Koman mengatakan bahwa militer Indonesia melancarkan serangan pembalasan yang besar setelah mereka dibebaskan dan dia khawatir mereka akan melakukan hal yang sama.
“Hal ini didasarkan pada pola di mana akan ada serangan balasan dan seperti pagi ini telah terjadi serangan bentrokan bersenjata di daerah lain di Papua Barat. Saya pikir itu pasti terjadi mengingat intensitas konflik bersenjata.”
‘Ketakutan akan potensi pembalasan’
Pakar geopolitik Pasifik dan dosen Massey University, Anna Powles mengatakan bahwa Mehrtens sudah lama tertunda untuk dibebaskan, tetapi ini adalah “kemenangan yang pahit-manis”.
“Ada juga kekhawatiran yang kuat yang telah disuarakan oleh para pemimpin aktivis Papua akan adanya kemungkinan pembalasan dari militer Indonesia setelah perhatian dunia internasional teralihkan dari Papua.”
Seorang juru bicara Kedutaan Besar Indonesia di Wellington mengatakan bahwa pemerintah Indonesia “berpandangan bahwa ini adalah tuduhan yang tidak berdasar”.
“Militer Indonesia sangat menjunjung tinggi integritasnya untuk memastikan keamanan dan kesejahteraan masyarakat di wilayah tersebut, terutama mereka yang hidup di bawah ancaman serangan dan teror terus menerus dari kelompok kriminal bersenjata,” ujar juru bicara tersebut.
“Ancaman dari pemberontakan tidak memberikan pembenaran hukum untuk penggunaan kekuatan militer secara besar-besaran dan penyalahgunaan kekuatan militer.
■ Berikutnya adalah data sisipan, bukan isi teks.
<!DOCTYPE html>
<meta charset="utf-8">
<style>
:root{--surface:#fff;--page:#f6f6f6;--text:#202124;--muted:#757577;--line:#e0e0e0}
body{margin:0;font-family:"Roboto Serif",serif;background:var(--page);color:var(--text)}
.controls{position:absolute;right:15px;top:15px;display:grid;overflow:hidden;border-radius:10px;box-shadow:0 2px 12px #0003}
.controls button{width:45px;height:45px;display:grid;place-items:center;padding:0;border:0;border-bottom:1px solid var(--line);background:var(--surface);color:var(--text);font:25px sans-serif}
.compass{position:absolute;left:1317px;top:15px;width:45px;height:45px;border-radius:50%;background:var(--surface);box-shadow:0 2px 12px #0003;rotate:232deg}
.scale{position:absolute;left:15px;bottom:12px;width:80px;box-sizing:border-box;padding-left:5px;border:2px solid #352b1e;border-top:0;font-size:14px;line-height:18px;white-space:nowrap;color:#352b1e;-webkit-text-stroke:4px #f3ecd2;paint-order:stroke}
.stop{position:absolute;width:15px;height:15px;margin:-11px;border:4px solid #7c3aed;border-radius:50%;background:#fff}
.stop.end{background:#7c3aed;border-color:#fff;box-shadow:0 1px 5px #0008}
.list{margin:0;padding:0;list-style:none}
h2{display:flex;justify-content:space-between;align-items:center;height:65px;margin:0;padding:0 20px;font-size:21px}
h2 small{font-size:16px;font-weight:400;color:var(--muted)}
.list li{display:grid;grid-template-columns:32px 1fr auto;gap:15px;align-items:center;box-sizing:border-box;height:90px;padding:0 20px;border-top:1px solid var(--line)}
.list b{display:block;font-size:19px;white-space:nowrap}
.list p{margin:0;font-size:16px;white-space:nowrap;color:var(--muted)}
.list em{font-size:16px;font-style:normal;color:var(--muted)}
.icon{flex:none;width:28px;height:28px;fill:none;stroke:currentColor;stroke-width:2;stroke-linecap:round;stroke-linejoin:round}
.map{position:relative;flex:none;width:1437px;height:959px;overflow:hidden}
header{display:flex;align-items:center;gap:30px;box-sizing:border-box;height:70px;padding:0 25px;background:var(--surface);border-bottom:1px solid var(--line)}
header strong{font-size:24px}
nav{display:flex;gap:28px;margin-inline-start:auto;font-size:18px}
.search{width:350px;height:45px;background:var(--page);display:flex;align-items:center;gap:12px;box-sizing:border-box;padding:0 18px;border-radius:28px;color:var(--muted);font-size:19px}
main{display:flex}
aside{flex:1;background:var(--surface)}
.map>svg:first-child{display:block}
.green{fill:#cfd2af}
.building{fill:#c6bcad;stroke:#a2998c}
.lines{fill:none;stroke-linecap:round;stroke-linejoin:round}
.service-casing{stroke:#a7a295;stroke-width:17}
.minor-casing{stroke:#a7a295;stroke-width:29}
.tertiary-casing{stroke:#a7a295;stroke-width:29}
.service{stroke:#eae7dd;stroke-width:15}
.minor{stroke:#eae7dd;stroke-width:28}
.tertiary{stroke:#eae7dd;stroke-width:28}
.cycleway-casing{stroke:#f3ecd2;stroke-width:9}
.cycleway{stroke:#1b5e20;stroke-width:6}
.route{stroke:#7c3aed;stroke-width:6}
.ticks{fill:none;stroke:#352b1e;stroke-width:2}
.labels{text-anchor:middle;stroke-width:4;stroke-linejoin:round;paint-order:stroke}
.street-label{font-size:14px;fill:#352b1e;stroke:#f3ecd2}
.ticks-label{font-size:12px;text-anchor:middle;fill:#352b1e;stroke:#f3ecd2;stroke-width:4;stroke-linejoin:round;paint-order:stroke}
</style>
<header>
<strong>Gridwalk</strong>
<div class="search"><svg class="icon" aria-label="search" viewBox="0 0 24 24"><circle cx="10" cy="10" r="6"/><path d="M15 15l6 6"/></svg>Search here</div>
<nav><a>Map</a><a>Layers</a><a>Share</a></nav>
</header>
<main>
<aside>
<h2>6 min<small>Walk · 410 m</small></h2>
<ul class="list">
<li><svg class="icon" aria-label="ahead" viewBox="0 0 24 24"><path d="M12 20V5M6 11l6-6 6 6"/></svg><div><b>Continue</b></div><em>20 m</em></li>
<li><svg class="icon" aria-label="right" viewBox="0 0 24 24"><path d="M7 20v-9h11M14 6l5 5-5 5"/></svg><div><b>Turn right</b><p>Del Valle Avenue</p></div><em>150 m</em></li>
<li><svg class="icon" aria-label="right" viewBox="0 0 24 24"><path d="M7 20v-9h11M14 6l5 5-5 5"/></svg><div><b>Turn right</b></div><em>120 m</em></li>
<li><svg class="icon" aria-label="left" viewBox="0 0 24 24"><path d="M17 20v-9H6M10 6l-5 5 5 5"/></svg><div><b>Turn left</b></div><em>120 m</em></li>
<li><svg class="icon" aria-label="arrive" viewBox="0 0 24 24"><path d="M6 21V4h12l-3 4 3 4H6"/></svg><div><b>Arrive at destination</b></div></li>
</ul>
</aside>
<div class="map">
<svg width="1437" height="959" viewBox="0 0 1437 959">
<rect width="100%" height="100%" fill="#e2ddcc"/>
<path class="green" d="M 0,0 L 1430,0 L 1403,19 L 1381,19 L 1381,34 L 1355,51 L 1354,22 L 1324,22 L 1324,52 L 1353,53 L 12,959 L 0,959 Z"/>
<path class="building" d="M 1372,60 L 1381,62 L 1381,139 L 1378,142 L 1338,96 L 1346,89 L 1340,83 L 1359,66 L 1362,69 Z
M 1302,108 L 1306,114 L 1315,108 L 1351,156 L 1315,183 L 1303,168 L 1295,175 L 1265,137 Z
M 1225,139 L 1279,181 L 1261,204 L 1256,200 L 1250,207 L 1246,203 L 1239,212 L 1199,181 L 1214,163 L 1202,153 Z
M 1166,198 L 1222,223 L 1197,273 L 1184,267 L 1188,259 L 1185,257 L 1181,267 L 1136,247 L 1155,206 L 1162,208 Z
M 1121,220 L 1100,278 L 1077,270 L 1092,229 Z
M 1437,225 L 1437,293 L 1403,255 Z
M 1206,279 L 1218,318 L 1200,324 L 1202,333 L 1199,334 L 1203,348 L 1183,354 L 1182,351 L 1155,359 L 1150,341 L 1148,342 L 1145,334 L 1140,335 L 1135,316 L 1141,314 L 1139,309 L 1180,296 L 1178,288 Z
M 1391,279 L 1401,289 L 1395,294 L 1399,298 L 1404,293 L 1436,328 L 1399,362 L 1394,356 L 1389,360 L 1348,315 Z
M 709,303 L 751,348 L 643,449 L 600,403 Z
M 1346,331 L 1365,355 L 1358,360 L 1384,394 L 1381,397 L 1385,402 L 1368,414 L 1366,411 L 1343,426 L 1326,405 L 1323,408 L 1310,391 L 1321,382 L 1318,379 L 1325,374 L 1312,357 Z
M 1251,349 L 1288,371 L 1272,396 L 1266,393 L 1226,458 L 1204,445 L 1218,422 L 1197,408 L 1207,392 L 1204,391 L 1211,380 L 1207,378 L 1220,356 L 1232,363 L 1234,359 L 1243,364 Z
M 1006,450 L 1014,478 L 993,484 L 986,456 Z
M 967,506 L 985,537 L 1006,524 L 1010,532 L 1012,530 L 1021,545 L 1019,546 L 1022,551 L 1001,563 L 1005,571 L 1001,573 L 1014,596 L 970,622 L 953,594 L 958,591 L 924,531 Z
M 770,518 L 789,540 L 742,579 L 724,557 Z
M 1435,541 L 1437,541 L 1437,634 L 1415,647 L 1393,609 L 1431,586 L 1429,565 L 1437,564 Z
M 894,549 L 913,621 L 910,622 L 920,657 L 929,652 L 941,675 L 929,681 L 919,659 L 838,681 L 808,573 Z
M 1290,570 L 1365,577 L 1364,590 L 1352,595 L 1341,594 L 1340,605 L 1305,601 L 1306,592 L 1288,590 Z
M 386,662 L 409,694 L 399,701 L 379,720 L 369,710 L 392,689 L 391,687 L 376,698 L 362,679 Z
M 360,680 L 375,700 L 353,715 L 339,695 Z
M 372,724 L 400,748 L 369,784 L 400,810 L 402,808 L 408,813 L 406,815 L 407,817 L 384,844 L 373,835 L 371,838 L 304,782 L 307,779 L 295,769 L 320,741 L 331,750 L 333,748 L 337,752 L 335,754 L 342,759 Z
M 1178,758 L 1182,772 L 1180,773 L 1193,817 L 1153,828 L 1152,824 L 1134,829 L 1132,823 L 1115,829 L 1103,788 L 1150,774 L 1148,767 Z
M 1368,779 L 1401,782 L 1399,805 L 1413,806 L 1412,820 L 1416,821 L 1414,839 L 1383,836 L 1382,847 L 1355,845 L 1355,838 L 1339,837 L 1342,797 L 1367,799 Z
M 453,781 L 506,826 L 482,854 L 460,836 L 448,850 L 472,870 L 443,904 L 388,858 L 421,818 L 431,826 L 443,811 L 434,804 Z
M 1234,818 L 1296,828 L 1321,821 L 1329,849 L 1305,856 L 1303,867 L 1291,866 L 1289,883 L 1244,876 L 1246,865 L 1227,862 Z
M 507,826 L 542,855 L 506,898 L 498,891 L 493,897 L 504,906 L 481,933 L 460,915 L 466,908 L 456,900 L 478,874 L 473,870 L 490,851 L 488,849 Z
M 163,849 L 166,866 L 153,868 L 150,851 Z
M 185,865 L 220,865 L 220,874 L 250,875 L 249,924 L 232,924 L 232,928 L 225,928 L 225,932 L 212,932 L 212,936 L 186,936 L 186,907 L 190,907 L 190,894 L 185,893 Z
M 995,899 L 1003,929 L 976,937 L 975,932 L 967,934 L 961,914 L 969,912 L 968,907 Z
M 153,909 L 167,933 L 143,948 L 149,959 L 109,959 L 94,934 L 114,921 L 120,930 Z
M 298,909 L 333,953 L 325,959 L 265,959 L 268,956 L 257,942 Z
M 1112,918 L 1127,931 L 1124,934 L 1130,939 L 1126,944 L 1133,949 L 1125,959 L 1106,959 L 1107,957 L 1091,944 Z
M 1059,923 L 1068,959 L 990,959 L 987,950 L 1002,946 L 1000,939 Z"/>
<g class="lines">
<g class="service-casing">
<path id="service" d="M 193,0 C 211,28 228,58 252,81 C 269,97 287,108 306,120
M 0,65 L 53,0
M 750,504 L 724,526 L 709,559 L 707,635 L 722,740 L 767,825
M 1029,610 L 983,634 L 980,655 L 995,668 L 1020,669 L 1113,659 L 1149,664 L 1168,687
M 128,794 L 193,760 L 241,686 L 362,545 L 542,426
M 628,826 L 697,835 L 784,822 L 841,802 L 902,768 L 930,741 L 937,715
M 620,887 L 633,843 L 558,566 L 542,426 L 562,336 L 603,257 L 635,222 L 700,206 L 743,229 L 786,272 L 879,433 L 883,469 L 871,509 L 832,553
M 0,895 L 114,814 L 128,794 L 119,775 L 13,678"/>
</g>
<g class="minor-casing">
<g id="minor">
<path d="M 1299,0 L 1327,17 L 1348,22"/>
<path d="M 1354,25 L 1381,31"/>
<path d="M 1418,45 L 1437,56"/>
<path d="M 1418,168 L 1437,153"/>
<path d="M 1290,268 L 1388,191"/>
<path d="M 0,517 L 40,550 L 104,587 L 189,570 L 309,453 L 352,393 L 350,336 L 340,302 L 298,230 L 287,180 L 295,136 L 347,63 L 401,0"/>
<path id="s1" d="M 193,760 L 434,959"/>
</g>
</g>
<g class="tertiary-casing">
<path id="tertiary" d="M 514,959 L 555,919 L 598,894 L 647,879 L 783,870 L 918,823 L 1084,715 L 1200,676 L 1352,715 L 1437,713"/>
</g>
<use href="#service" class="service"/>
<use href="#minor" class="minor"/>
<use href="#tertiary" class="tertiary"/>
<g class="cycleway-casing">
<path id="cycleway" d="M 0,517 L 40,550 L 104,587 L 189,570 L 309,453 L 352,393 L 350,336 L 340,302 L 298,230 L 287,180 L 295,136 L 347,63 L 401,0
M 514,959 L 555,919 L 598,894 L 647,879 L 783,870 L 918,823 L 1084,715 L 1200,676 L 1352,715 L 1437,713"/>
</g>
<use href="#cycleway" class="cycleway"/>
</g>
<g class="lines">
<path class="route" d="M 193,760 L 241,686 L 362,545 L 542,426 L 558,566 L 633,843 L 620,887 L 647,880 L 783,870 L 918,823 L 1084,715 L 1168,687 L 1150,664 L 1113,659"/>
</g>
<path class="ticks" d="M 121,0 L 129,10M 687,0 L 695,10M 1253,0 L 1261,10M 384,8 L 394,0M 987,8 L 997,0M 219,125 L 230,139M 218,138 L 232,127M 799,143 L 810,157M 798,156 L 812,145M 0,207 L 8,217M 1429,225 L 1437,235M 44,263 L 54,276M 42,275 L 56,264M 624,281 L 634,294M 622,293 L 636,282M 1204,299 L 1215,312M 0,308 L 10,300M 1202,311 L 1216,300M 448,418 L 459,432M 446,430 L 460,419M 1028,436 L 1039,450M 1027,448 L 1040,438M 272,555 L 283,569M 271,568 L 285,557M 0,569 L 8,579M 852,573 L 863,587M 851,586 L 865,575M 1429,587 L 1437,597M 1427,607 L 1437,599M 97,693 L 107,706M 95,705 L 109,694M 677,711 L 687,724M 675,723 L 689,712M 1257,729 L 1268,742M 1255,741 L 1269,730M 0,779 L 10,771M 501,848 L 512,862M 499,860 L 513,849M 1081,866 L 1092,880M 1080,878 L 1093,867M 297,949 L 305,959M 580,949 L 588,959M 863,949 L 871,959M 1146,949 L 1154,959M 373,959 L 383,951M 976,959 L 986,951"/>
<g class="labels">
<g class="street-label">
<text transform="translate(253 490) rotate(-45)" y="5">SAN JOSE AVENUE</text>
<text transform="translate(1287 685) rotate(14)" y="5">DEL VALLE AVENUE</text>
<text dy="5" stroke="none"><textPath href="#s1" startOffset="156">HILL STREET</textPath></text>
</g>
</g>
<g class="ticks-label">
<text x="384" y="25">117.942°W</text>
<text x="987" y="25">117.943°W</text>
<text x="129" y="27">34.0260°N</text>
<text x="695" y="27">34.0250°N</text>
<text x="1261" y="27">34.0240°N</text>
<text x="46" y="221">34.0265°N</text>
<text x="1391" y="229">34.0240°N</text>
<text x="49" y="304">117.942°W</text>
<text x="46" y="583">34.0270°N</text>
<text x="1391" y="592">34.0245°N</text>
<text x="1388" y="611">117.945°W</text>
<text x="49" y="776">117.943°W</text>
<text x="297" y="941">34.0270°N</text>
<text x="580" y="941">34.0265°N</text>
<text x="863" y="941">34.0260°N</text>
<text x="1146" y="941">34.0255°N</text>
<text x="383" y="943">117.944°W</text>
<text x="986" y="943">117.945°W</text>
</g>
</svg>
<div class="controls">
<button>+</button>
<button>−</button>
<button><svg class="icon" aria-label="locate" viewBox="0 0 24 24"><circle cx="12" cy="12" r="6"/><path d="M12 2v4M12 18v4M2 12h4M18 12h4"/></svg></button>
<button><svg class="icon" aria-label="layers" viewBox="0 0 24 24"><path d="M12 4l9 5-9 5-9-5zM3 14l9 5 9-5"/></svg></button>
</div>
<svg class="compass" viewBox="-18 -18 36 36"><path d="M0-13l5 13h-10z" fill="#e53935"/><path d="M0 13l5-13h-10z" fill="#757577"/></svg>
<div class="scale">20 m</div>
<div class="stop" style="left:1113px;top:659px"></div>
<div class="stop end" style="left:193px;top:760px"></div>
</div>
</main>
Angkatan bersenjata Indonesia menerima seminar dan pelatihan hak asasi manusia dan hukum perang sebagai bagian dari program yang luas.”
Mereka mengatakan bahwa pemerintah Indonesia berkomitmen pada “kebijakan lama untuk menghormati dan mempromosikan Hak Asasi Manusia” dan kebijakan ketatnya untuk tidak memberikan impunitas bagi pelanggaran yang dilakukan oleh pasukan keamanan.
‘Keterlibatan yang konstruktif dengan Indonesia sangat penting’
Perdana Menteri Selandia Baru Christopher Luxon ditanya pada hari Rabu apakah ia telah memikirkan atau menerima saran mengenai kekhawatiran akan serangan militer Indonesia di Papua Barat.
“Itu pertama kalinya saya mendengar komentar tersebut. Saya menghargai situasi yang menantang di sana dan ada percakapan internal di sana, tetapi kami menghormati kedaulatan Indonesia.”
Panglima TNI Berharap warga sipil tidak memegang senjata
Panglima TNI Jenderal Agus Subiyanto berharap kondisi Papua lebih aman pascapembebasan Pilot Susi Air Philip Mark Mehrtens yang disandera kelompok bersenjata pimpinan Egianus Kogoya.
Agus juga mewanti-wanti perihal kepemilikan senjata yang dilakukan oleh warga sipil. Dia meminta agar ke depan tidak ada lagi pemegang senjata selain aparat TNI-Polri.
“Karena selagi ada senjata masih bahaya, secara undang-undang pemegang senjata adalah TNI-Polri,” katanya dalam keterangan tertulis, Rabu 25 September 2024 yang dikutib dari tempo.co.